* About this exercise: Please reproduce each of the following entries exactly.

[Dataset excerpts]
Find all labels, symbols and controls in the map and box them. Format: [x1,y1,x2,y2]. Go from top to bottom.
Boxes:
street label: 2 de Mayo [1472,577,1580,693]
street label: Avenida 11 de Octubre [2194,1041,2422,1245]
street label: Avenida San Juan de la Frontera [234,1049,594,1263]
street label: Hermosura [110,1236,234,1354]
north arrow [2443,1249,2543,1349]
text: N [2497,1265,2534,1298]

* Result for this exercise:
Find all labels, symbols and controls in the map and box them. Format: [x1,y1,x2,y2]. Go from top to bottom.
Boxes:
street label: 2 de Mayo [1472,577,1580,693]
street label: Avenida 11 de Octubre [2194,1041,2422,1245]
street label: Avenida San Juan de la Frontera [234,1049,594,1263]
street label: Hermosura [110,1236,234,1354]
north arrow [2443,1249,2543,1349]
text: N [2497,1265,2534,1298]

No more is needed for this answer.